Libération de Georges Abdallah : ses soutiens saluent « une victoire juridique et politique »

 

Un homme accroche un drapeau palestinien sur la clôture de la prison de Lannemezan, dans le sud-ouest de la France, le 26 octobre 2024. © Photo Valentine Chapuis / AFP
Le militant communiste propalestinien, en prison depuis quarante ans, vient d’obtenir une décision en faveur de sa demande de libération. Le parquet a fait appel.
Est-ce la fin d’un marathon juridico-politique et d’une détention devenue interminable ? Ce 15 novembre, le tribunal d’application des peines a accepté la demande de libération conditionnelle du militant libanais propalestinien Georges Ibrahim Abdallah. C’était sa onzième demande depuis sa condamnation à la réclusion criminelle à perpétuité en 1986 pour complicité dans l’assassinat de deux diplomates, un Américain et un Israélien.
« Par décision en date du jour, le tribunal d’application des peines a admis Georges Ibrahim Abdallah au bénéfice de la libération conditionnelle à compter du 6 décembre prochain, subordonnée à la condition de quitter le territoire national et de ne plus y paraître », a indiqué le Parquet national antiterroriste (Pnat) dans un communiqué relayé par l’AFP.
Le cofondateur des Fractions armées révolutionnaires libanaises (Farl), considéré comme terroriste par ses détracteurs, était libérable depuis 1999, mais toutes ses demandes ont jusqu’à présent échoué. Ses soutiens alertent depuis des années sur la « peine de mort lente » qu’il subit : Abdallah, âgé de plus de 73 ans, est emprisonné depuis quarante ans. Il n’a jamais renié ses convictions, comme en témoigne une récente interview à L’Humanité, dans laquelle il déclare que sa libération est « un détail face à la situation du monde, aux attaques répétées contre le droit des peuples et leur liberté ».
Depuis qu’ils ont appris la nouvelle ce vendredi, ses soutiens, très mobilisés ce dernier mois, partagent « une immense joie », comme en témoigne José Navarro, membre du Collectif pour la libération de Georges Ibrahim Abdallah des Hautes-Pyrénées, où le militant est détenu, à Lannemezan.
« Il n’est que justice qu’il puisse enfin partir », se félicite-t-il, avant de confier que le sentiment général sur le résultat de cette nouvelle demande était pessimiste. « On n’y croyait pas, notamment en raison du contexte actuel très particulier [de guerre à Gaza et au Liban – ndlr] », relate-t-il. Georges Abdallah avait, qui plus est, été auditionné par les juges le 7 octobre, un an après l’attaque du Hamas en Israël – un hasard qui avait été jugé de mauvais augure.

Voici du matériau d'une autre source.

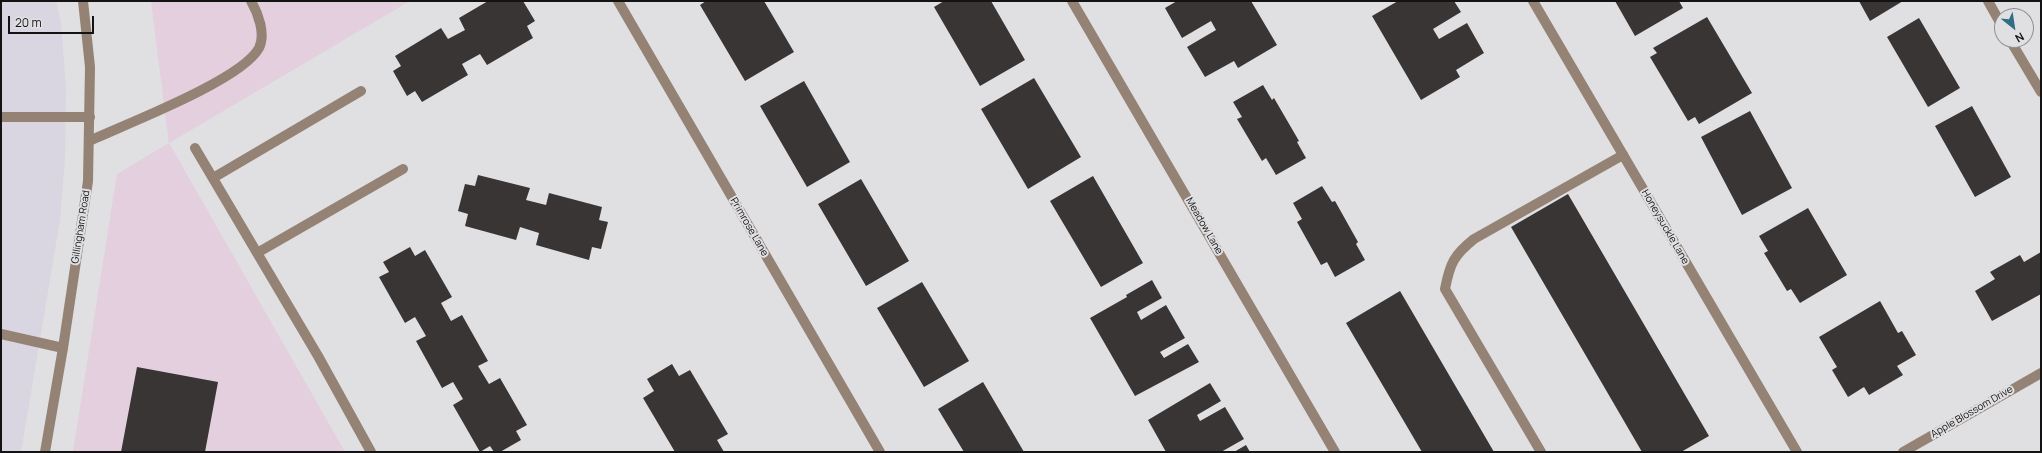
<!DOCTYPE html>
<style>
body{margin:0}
#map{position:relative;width:2042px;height:453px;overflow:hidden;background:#e0dfe2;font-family:Manrope,sans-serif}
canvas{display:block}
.frame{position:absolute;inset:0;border:2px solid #131314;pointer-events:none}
.north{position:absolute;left:1994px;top:8px;width:40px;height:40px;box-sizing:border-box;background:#e0dfe2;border:1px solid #8e8d90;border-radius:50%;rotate:150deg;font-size:11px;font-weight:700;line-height:16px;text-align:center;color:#131314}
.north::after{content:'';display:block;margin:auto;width:14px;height:18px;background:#316e85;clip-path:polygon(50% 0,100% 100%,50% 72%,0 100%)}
.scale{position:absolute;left:8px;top:16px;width:86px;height:18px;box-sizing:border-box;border:2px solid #131314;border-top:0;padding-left:5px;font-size:12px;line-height:14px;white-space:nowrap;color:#131314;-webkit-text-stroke:3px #e0dfe2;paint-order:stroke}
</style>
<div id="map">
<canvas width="2042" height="453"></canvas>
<div class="frame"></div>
<div class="north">N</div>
<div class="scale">20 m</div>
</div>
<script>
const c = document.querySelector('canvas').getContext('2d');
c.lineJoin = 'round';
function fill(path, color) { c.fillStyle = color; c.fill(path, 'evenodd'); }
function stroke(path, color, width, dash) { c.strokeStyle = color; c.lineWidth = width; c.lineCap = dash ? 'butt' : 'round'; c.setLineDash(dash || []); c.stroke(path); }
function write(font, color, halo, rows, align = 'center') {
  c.font = font + ' Manrope,sans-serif'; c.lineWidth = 4; c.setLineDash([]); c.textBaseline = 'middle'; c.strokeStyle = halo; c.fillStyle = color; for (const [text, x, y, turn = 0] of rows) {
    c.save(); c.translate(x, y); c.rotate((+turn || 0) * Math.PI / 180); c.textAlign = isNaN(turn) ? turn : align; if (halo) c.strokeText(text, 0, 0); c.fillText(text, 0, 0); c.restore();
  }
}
const built = new Path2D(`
 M1,1h55l5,22 5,65 -1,71 -5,61 -39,232h-20z`);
const industrial = new Path2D(`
 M151,1h259l-241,142 176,309h-272l44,-278 52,-31z`);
const building = new Path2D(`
 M488,1h35l12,20 -8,5 6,12 -46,27 -7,-11 -18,10 6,11 -46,27 -7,-11 -8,5 -14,-25 8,-5 -6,-10 46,-28 7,11 17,-9 -6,-12z
 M706,1h58l30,51 -49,29 -45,-76z
 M944,1h47l34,59 -45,26 -46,-79z
 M1177,1h74l26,44 -39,23 -4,-7 -29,16 -18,-30 29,-17 -5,-9 -29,17 -17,-30z
 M1398,1h56l7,11 -28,17 6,10 28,-16 17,30 -28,17 4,7 -39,23 -49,-84z
 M1615,1h64l4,7 -48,28z
 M1859,1h44l-33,20z
 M1707,17l45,76 -53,31 -4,-7 -7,4 -38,-64 7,-4 -4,-5z
 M1919,18l41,70 -32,19 -41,-70z
 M1034,78l47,79 -53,32 -47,-80z
 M804,81l46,81 -43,25 -47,-81z
 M1263,85l9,15 2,-2 25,43 -2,1 9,16 -30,17 -10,-17 -4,3 -25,-42 5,-2 -9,-15z
 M1972,106l39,71 -36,20 -40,-71z
 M1750,111l42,77 -50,27 -41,-78z
 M478,175l52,13 -4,12 20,5 3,-12 53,14 -3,13 9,2 -7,27 -9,-2 -3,13 -53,-15 3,-12 -19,-6 -4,13 -51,-14 3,-12 -10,-3 7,-27 10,2z
 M1093,176l50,87 -42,24 -51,-86z
 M861,179l48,82 -43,25 -48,-82z
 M1322,186l10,16 3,-1 23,41 -2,2 9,16 -30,17 -8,-15 -6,3 -24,-43 5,-3 -9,-16z
 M1568,194l141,242 -28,16h-39l-131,-225z
 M1808,208l39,67 -47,28 -9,-14 -4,2 -23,-38 4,-2 -9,-15z
 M410,247l5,9 10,-6 27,47 -11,6 10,18 11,-6 26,46 -10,5 11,18 11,-6 27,47 -11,6 5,9 -21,12h-6l-4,-6 -10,6 -27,-47 10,-6 -10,-17 -11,6 -26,-47 10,-5 -11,-19 -10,6 -26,-46 10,-5 -6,-10z
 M2041,252v42l-49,27 -17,-30 20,-12 -5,-7 30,-17 4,7z
 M1152,280l10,18 -25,14 4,8 25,-15 19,33 -25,14 4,6 24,-14 11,18 -64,34 -45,-78 37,-21 -1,-2z
 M922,282l47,79 -45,26 -47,-79z
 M1400,291l94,161h-72l-76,-129z
 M1880,301l18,32 4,-2 14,24 -19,11 6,9 -34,20 -5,-8 -16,10 -16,-27 5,-3 -18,-30z
 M672,364l7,12 11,-6 38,64 -11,6 7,12h-49l-32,-54 11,-7 -7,-12z
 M137,367l81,15 -13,70h-84z
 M983,382l41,70h-60l-26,-43z
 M1210,383l11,18 -24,14 3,6 25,-14 19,32 -23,13h-55l-18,-32z
 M1246,445l4,7h-16z`);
const lane = new Path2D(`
 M1,117h89
 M89,141c37,-17 153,-61 170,-93 7,-14 -1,-35 -8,-47
 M195,148l123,208 53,96
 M213,178l148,-87
 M257,253l146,-84
 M1,334l62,14
 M1541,452l-96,-163c5,-26 9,-34 29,-50l149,-84`);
const street = new Path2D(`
 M618,1l262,451
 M1072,1l263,451
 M1533,1l264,451
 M1988,1l14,25
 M2010,40l31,52
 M45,452l18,-104 25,-167 2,-114 -7,-66
 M1903,452l138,-79`);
const streetNames = [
 ["Meadow Lane",1204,226,60],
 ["Gillingham Road",81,227,-81],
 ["Primrose Lane",749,227,60],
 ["Honeysuckle Lane",1665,227,60],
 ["Apple Blossom Drive",1972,412,-30]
];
fill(built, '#d9d6e1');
fill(industrial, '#e3cfde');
fill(building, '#383534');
stroke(lane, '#948374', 10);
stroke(street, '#948374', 10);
write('10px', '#131314', '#e0dfe2', streetNames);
</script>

La mobilisation finit par payer
« C’est une très belle nouvelle, et une victoire pour le droit et la dignité. J’y croyais difficilement », salue aussi la députée communiste Elsa Faucillon, impliquée dans le mouvement de solidarité, même si elle souligne que « le combat continue ». Le PNAT a en effet immédiatement fait appel, ce qui suspend la décision prise par le tribunal d’application des peines. L’appel doit être instruit dans les trois mois qui viennent.
L’avocat de Georges Abdallah, Jean-Louis Chalanset, savoure toutefois « une victoire juridique et politique ». La victoire juridique concerne le fait que la libération de Georges Abdallah n’est cette fois pas conditionnée à la signature d’un arrêté d’expulsion par le ministre de l’intérieur. « Il y avait un vide juridique, et le tribunal m’a suivi : la condition de sa libération, c’est que l’ambassade du Liban le prenne et l’emmène, ce à quoi elle s’est engagée », détaille-t-il.
En 2013, une décision en appel de la chambre de l’application des peines de Paris avait validé la huitième demande de libération du militant, à condition qu’il soit expulsé du territoire français. Mais le ministre de l’intérieur d’alors, Manuel Valls, avait refusé de signer l’arrêté d’expulsion.
D’autre part, Me Chalanset voit dans la décision du tribunal une « victoire politique », alors que les États-Unis « avaient fait pression en estimant que sa libération serait une victoire du Hezbollah ».
Dans le texte de trente pages rendu ce vendredi par les juges, ces derniers expliquent que le mouvement des Farl appartient à une histoire révolue, que l’internationalisation du conflit au Proche-Orient s’est produite indépendamment de Georges Abdallah et que la situation géopolitique ne peut justifier sa relégation absolue et définitive.
D’après son avocat, les soutiens dont il bénéficie ont aussi joué un rôle important, son maintien en détention ayant été perçu comme pouvant susciter des troubles à l’ordre public.
Désormais, les soutiens de Georges Abdallah s’apprêtent à reprendre le combat pour que la libération soit confirmée en appel : « On va redoubler de mobilisation, la bonne nouvelle est à confirmer », conclut José Navarro.